Results from this study showed that after interference with miR-146a-3p by using miR-146a-3p-inhibitor, induced SCLCs had an increased expression of Schwann cells-related neurotrophic factors while, after over-expression of miR-146a-3p, the differentiation capacity was significantly attenuated. It is noteworthy, this indicated that miR-146a-3p might function as a negative regulator not only on adiposegenes from hBMSCs as well as the not the differentiation of hAMSCs into SCLCs. Therefore, the role of miR-146a-3p in other MSC differentiation is worth further exploring. To investigate the mechanism by which miR-146a-3p regulated the differentiation of neural crest stem cells, we sought to find miR-146a-3p targets via databases. Results showed that a 7-mer-long sequence at the 3′UTR region of the ERBB2 mRNA was matched to miR-146-3p. ERRB2 encodes a member of the epidermal growth factor (EGF) receptor family of receptor tyrosine kinases. ERRB2 mainly exerted its regulatory function of specific receptor of neuregulin-1 (NRG1) by forming dimers with other EGF receptors. NRG1-ERRB2 signal pathways partake in the regulation of growth and development of glial cells, enteric neurons, and cardiomyocytes (Barrenschee et al. 2015; Grazette et al. 2004; Schmid et al. 2003).

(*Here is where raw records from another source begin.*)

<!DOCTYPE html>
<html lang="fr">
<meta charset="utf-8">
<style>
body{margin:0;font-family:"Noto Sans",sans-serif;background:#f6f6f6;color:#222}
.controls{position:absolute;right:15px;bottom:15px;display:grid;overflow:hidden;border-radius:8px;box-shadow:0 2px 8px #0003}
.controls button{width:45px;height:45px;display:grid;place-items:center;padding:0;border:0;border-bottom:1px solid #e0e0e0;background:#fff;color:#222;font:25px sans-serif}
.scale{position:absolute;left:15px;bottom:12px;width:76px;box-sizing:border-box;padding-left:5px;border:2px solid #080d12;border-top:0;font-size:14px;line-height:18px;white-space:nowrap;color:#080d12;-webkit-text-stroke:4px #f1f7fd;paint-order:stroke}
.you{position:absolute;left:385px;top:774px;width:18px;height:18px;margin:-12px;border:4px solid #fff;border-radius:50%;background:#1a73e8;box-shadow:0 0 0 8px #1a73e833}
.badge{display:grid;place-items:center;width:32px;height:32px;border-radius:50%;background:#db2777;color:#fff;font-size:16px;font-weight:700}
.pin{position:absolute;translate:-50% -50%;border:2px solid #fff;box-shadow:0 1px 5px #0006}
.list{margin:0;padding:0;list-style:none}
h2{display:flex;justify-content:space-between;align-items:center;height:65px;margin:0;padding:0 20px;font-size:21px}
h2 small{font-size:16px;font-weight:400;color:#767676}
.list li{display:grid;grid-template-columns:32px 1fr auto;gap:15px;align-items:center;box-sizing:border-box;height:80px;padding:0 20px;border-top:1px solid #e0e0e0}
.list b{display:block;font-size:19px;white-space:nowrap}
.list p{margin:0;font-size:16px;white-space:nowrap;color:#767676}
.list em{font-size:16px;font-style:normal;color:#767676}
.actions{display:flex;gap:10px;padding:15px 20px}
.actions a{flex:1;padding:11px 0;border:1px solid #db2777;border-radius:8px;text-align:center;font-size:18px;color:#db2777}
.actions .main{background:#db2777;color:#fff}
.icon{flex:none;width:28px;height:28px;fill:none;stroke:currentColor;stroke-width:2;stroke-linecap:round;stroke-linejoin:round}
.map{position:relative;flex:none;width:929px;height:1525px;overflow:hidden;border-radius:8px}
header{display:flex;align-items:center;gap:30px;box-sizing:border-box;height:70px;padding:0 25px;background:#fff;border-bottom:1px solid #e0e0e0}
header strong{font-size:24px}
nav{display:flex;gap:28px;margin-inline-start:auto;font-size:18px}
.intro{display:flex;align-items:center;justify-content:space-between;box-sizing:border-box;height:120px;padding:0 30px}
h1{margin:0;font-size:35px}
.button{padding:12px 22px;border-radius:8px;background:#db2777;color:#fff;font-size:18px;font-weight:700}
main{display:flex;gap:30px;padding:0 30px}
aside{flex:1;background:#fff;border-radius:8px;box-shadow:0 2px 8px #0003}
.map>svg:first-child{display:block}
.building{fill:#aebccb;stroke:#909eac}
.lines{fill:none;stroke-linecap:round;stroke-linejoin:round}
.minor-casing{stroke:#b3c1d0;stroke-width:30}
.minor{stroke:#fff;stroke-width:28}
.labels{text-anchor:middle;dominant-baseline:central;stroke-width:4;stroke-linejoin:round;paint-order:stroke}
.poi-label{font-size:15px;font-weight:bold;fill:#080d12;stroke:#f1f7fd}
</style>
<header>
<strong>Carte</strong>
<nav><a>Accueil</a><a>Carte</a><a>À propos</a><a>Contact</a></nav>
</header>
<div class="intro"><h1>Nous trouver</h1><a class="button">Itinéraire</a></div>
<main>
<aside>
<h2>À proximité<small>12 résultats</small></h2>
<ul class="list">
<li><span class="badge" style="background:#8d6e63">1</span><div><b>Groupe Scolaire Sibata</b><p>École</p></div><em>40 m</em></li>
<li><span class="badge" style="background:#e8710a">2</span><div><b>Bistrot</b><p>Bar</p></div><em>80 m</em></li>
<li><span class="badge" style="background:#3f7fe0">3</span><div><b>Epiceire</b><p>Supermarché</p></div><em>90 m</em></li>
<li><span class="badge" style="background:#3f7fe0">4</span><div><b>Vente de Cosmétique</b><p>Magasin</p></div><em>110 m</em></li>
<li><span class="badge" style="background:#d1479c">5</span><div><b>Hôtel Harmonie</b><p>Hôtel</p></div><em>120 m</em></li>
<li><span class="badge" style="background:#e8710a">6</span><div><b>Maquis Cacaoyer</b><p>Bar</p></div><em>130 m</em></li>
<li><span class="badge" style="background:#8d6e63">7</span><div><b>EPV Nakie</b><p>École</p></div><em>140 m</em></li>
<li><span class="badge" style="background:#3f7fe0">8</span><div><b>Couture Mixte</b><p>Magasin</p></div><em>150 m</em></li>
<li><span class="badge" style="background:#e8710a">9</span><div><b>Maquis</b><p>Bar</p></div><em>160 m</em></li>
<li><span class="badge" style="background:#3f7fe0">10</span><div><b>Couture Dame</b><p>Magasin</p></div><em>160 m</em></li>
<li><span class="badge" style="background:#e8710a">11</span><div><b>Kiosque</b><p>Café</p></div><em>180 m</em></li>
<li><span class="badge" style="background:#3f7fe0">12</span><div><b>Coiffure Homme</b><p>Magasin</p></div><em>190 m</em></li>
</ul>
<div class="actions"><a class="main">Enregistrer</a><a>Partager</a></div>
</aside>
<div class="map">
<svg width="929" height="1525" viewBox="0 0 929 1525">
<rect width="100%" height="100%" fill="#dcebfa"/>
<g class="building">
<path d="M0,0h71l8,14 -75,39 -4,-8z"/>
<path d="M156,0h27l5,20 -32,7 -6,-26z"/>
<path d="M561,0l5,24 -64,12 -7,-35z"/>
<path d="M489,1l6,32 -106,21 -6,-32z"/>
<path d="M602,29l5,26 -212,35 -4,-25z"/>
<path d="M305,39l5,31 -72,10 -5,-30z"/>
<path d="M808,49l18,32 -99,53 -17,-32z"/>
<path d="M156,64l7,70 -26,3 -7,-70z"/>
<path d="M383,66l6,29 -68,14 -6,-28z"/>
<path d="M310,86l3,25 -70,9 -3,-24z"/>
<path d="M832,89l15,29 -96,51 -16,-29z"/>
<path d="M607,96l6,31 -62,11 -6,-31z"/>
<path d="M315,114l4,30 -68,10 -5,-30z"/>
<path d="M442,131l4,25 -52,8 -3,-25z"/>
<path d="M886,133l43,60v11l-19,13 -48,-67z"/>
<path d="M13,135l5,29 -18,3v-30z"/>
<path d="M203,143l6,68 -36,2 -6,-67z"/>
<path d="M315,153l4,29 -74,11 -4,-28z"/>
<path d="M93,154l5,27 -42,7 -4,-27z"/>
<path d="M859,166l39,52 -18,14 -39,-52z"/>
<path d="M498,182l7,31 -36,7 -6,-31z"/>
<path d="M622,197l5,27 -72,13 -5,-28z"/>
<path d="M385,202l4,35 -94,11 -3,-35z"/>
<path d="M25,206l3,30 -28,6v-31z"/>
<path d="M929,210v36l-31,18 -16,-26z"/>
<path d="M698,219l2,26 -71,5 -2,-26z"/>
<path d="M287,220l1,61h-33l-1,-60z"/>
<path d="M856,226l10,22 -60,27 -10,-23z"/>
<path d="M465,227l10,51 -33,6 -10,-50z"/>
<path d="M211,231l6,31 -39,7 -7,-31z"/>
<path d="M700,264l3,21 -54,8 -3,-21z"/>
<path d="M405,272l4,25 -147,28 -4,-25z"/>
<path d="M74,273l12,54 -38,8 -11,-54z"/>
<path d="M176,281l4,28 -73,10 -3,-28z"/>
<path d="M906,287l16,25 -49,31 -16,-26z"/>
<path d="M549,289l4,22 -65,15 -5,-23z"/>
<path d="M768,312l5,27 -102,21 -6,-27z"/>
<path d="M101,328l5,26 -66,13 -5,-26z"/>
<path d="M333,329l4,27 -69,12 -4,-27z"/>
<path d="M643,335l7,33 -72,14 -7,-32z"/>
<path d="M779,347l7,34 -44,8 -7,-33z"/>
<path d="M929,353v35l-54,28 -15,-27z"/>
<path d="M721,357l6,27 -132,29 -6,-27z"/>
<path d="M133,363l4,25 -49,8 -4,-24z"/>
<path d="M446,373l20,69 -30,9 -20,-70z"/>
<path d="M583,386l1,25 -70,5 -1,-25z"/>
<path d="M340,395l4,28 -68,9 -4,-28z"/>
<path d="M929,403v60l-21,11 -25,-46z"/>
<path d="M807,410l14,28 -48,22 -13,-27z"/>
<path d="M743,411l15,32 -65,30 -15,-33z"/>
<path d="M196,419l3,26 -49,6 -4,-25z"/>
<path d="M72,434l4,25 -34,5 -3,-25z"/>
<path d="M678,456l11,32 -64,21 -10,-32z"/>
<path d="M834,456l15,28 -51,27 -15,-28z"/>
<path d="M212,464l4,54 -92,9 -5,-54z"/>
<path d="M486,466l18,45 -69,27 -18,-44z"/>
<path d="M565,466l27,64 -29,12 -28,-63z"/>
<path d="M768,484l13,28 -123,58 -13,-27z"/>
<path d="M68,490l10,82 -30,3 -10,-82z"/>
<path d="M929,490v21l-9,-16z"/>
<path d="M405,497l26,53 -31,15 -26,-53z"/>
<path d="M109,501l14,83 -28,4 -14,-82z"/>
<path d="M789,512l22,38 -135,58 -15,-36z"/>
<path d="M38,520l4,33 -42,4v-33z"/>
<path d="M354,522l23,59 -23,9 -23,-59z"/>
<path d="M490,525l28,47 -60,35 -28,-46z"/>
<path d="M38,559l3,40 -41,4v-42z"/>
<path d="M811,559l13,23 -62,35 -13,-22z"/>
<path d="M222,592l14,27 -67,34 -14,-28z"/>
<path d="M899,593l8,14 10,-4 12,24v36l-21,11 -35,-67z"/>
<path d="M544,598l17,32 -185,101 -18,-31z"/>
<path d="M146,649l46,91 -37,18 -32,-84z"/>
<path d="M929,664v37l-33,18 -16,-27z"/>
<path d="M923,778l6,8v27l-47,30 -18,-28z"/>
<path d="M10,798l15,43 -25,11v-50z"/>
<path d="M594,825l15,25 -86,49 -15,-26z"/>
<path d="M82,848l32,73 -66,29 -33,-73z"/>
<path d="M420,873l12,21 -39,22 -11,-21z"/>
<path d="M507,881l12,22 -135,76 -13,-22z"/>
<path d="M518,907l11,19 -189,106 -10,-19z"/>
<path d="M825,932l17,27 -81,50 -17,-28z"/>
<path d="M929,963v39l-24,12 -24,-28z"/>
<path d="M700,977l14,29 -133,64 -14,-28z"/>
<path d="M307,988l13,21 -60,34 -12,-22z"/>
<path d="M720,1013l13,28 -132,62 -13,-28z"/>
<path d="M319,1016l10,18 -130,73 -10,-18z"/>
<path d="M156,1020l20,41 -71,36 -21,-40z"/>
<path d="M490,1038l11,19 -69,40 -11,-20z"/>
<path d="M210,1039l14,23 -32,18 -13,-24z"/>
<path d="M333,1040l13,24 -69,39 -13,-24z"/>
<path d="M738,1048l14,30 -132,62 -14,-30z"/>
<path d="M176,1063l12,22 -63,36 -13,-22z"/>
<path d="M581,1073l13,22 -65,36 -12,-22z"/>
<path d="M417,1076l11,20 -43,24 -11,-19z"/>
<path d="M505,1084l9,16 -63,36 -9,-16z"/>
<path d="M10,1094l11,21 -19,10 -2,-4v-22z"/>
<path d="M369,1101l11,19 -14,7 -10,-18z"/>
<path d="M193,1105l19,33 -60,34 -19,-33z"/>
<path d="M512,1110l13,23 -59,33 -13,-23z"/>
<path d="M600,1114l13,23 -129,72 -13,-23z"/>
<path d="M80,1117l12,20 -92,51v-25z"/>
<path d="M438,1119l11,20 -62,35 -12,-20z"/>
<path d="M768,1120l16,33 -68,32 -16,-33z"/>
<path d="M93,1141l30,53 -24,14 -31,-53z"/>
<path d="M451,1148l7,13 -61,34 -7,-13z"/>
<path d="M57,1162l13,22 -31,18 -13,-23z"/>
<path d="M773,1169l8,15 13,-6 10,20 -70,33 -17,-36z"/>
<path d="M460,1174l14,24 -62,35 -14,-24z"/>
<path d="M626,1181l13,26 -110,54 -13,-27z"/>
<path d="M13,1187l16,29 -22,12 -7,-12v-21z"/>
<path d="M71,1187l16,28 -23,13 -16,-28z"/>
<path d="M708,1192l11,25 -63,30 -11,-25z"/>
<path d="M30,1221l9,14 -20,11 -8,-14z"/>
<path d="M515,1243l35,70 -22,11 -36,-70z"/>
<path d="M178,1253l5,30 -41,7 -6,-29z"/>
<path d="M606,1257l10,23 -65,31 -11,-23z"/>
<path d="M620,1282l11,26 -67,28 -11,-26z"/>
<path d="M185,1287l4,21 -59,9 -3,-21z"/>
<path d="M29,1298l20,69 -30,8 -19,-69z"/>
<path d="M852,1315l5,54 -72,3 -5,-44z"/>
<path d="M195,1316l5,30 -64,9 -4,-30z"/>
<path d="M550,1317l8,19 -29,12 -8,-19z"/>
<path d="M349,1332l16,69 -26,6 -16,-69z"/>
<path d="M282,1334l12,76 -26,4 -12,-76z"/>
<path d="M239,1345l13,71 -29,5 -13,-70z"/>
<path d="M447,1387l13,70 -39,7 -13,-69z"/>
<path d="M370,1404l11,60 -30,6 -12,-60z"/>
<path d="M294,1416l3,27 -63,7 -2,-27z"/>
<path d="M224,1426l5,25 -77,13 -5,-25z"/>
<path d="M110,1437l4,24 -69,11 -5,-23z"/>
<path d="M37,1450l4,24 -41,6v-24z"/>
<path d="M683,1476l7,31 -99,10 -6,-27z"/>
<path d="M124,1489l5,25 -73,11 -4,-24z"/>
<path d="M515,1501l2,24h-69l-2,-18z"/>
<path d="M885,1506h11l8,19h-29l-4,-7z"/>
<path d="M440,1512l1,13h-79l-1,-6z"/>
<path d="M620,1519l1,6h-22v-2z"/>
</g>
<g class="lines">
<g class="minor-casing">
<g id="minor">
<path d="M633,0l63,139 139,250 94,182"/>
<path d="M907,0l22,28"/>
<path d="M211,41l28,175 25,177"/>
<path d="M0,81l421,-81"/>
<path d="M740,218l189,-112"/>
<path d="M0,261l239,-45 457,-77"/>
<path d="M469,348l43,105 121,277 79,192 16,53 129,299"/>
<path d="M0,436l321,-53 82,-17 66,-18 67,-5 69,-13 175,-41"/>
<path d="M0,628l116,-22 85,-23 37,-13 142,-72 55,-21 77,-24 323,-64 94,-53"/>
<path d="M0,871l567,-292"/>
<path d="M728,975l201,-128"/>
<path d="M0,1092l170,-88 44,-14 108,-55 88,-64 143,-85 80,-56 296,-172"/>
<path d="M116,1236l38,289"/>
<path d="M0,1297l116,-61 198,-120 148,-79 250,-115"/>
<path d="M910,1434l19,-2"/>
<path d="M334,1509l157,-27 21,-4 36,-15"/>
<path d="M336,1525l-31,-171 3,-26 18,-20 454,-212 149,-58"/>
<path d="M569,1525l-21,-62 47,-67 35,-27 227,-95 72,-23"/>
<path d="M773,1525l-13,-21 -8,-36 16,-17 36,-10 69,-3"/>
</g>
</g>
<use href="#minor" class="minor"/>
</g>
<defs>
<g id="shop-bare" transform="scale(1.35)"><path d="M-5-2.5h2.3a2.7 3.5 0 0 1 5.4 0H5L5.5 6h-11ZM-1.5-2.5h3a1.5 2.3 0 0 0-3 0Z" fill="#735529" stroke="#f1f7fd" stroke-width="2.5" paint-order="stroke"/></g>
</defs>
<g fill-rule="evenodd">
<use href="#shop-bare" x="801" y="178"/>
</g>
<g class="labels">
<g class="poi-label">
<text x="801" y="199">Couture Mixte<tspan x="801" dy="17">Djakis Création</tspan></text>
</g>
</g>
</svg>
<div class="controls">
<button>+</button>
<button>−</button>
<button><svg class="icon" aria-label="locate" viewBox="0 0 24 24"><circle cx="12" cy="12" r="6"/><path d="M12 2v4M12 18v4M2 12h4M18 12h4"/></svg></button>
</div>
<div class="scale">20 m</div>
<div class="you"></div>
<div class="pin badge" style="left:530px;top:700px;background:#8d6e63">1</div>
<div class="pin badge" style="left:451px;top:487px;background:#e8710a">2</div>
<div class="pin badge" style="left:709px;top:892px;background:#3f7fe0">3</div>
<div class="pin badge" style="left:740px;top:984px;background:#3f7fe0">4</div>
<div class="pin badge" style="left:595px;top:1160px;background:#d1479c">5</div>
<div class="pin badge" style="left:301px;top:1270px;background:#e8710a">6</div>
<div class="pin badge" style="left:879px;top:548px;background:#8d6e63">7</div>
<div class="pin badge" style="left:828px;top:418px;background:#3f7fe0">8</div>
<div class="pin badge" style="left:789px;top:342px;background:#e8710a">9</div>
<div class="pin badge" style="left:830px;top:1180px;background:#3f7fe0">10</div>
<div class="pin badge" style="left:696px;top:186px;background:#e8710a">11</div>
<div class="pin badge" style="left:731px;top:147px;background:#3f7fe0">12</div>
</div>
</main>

In the peripheral nervous system, the number of SCs should correspond to the number of axons. The ERBB signal is clearly active during the development of SCs. It has been confirmed that inhibition of the ERBB tyrosine kinase receptor can inhibit the proliferation of SCs and promote their apoptosis, further affecting the migration of SCs to axonal terminals and axonal transplantation after nerve injury (Suzana et al. 2006). In addition, if a mutation occurs in ERBB, SCs’ transplantation to axons will be severely damaged (Lyons et al. 2005). Therefore, the ERBB signal is very important for the normal function of SCs. Thus, this study selected ERBB2 as a potential target of miR-146a-3p and investigated whether miR-146a-3p regulated the differentiation of amniotic mesenchymal stem cells by influencing the expression of ERBB2. We found that the expression of miR-146a-3p decreased and the expression of ERBB2 increased during the differentiation period. This suggested that ERBB2 was likely to be a down-stream target gene via which miR-146a-3p functions. Based on this finding, targeting miRNA-146a-3p expression during the differentiation of hAMSCs to SCLCs be a practical method to promote the production of SCLCs. However, further vivo experiments need to explore the efficacy and safety of SCLCs produced by this method to peripheral nerve injury.

Conclusion

Taken together, this study demonstrated that human amniotic membrane stem cells could be differentiated into functional Schwann cell-like cells. By miRNA-seq, we identified that miRNAs were significantly associated with Schwann cell-like differentiation of hAMSCs. During the differential procedure, miR-146a-3p might play negative role through the down-regulating of the ERBB2 protein expression. The results might provide a new insight for batch acquisition of purified Schwann cells and further development into an autologous cell source for implantation as a safe therapy for nerve injuries or peripheral neuropathies.